One of the things that I try to stress in my classes and my book is how much that what seems natural to us economically is actually cultural and historical. When Jefferson, for example, argued that in embracing industry the young United States will be making its citizens less independent, he is really not wrong. The yeoman agriculturalist might have been a Jeffersonian ideal more than a reality, but there is more than a kernel of truth to the notion that those who produce their own food are independent of other in a way that those who do not do so simply are not. We don't feel dependent on employers, banks, agricultural conglomerates and so on, but without them most of us would starve to death pretty quickly. The larger implication is that the arrangement that you're "used to" might not be a good device for achieving its stated goal or the the idea that seems "obvious" might actually be wrong.
In this vein, one of the most significant points that I try to make is that the idea of working for money is something that had to be invented. If everyone else is living in some other sort of economy--one governed by barter, say, or feudal or familial relationships--it wouldn't do you much good to be the only person in town with a little cash, because no one would have any use for your currency.
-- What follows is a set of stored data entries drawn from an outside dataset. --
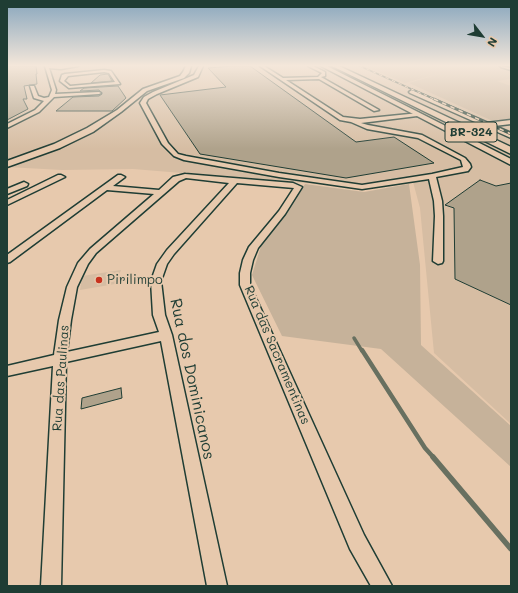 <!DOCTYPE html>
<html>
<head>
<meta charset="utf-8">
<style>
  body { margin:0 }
  #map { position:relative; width:518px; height:593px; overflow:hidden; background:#e7c9ad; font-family:Mali,sans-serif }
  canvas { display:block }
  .frame { position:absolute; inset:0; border:8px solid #1f3d34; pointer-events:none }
  .north { position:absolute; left:462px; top:16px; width:40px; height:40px; -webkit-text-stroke:3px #e7c9ad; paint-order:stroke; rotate:121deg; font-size:11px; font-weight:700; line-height:16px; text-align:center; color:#1f3d34 }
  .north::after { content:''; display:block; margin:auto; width:14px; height:18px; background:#1f3d34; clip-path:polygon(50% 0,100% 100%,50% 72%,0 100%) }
</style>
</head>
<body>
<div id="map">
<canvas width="518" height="593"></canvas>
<div class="frame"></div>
<div class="north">N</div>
</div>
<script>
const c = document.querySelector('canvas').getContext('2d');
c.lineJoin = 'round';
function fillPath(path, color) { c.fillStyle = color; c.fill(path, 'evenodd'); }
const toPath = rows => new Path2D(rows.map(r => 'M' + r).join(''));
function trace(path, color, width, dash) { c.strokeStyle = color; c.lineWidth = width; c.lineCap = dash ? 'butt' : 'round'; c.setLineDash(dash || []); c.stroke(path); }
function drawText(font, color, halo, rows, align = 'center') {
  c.font = font + ' Mali,sans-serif'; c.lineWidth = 4; c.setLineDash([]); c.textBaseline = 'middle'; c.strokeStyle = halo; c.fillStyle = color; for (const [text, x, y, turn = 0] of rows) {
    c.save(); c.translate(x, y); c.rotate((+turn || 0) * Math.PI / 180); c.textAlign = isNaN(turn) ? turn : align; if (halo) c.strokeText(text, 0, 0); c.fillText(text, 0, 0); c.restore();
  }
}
fillPath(toPath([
  [7,66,511,66,511,424,434,353,420,208,413,182,362,189,304,183,133,169,62,170,7,167],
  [121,270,115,284,80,290,82,276]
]), '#d6bda3');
fillPath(toPath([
  [326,66,329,66,346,74,511,157,511,160],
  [365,66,499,66,511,70,511,79,497,81,511,86,511,120,495,122,409,83,442,73,405,83],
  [305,184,364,192,409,184,420,265,421,345,511,426,511,467,381,349,282,336,252,275,261,246]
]), '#c6b29a');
trace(toPath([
  [354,338,362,351]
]), '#687060', 3.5);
trace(toPath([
  [362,350,425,448,434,458]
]), '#687060', 4.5);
trace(toPath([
  [433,457,511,549]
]), '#687060', 5.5);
const building = toPath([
  [7,66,36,66,37,74,36,74,37,84,24,86,27,99,23,99,28,109,7,120,7,66],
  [233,66,250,66,356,142,394,137,434,163,346,178,200,154,160,95,226,87,208,68,233,66],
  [108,74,112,81,91,83,100,75,108,74],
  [118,86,126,98,112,111,56,111,73,97,99,96,102,94,99,90,80,91,84,88,118,86],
  [480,180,496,186,511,183,511,305,455,279,454,208,445,205,480,180],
  [121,388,122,398,81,409,82,398,121,388]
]);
fillPath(building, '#afa28b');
trace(building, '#1f3d34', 1);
const minor = toPath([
  [45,66,78,66,61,69,49,68,56,90,55,94,99,92,101,93,99,94,54,97,39,112,7,128,7,124,35,110,44,101,34,98,30,86,34,86,38,96,44,98,49,97,52,90,45,66],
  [199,66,203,66,198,77,157,94,148,99,146,103,168,143,178,154,186,156,279,173,362,185,432,174,463,167,461,160,418,138,367,129,351,122,340,120,260,66,264,66,283,78,318,77,322,73,308,66,313,66,325,72,325,76,321,77,379,110,374,111,319,79,286,80,343,117,360,119,419,113,419,115,417,116,361,123,368,125,422,135,465,158,470,164,471,167,468,171,436,177,442,201,443,216,443,261,442,263,438,264,433,261,435,216,434,201,429,179,362,189,279,177,184,160,174,156,162,144,140,103,144,97,153,92,194,75,199,66],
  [500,66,511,68,511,70,501,67,500,66],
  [104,70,111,71,120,84,69,88,60,81,62,75,65,74,104,70],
  [104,72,109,73,115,82,70,86,64,81,68,76,104,72],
  [511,120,511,124,486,127,483,125,486,123,511,120],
  [185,174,293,183,302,187,285,214,258,248,253,260,250,273,250,285,364,535,392,586,371,586,350,549,240,285,240,273,243,260,249,247,279,211,294,188,237,183,174,254,167,264,161,281,165,315,172,335,227,586,207,586,161,341,66,362,61,586,41,586,53,366,7,376,7,366,54,355,59,320,67,287,78,263,90,249,154,194,107,190,10,262,7,263,7,255,118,175,121,175,125,177,113,186,159,190,173,177,185,174],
  [186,178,229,183,167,250,157,264,151,281,153,315,159,332,67,352,71,320,77,287,88,264,96,253,179,181,186,178],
  [58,175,61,175,65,177,7,205,7,200,58,175],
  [24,182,28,184,27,186,7,194,7,189,24,182]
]);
const major = toPath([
  [186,66,191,66,189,73,184,78,147,91,121,112,93,132,60,148,7,167,7,161,54,144,87,128,117,110,143,89,180,76,183,72,186,66],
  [321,66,327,66,511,159,511,165,321,66],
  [412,90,511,133,511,138,410,93,409,92,412,90]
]);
const highway = toPath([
  [332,66,339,66,511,147,511,154,332,66]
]);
trace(minor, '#1f3d34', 3);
trace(major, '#1f3d34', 3);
trace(highway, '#1f3d34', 3);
fillPath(minor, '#e7c9ad');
fillPath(major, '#e7c9ad');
fillPath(highway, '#e7c9ad');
const railFar1 = toPath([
  [360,66,436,100]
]);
const rail = toPath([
  [434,99,511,134]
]);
trace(railFar1, '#1f3d34', 1.5);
trace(rail, '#1f3d34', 2.5);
trace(railFar1, '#e7c9ad', 1, [3.5]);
trace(rail, '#e7c9ad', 1.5, [4.5]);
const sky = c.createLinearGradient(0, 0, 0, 149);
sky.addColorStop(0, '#88a6bd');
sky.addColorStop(0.44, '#f4e7da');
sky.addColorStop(1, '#f4e7da00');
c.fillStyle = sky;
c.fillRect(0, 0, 518, 149);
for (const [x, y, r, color] of [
  [99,280,4,"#c8321e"]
]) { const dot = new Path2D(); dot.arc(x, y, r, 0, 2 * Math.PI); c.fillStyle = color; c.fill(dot); trace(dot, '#e7c9ad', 1.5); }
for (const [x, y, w] of [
  [471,132,52]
]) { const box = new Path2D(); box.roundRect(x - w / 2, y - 10, w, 20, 3); c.fillStyle = '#e7c9ad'; c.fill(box); trace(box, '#1f3d34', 1); }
drawText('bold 12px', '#1f3d34', null, [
  ["BR-324",471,132]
]);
drawText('13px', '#1f3d34', '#e7c9ad', [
  ["Pirilimpo",107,280]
], 'left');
drawText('13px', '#1f3d34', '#e7c9ad', [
  ["Rua das Sacramentinas",277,355,67],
  ["Rua das Paulinas",61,378,-86]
]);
drawText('16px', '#1f3d34', '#e7c9ad', [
  ["Rua dos Dominicanos",192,379,78]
]);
</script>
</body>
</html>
The NPR podcast Planet Money has produced an episode that echoes this point by asking, "Who had the first job?"
The answer is a bit underwhelming; even the expert they're interviewing suggests that there's more work to be done to tackle the question seriously. But the reporter Adam Davidson, who is working on a new book about (as I understand it) the ways in which the economy of today might not match up with the stories we tell about it, does a good job in explaining the significance of the question.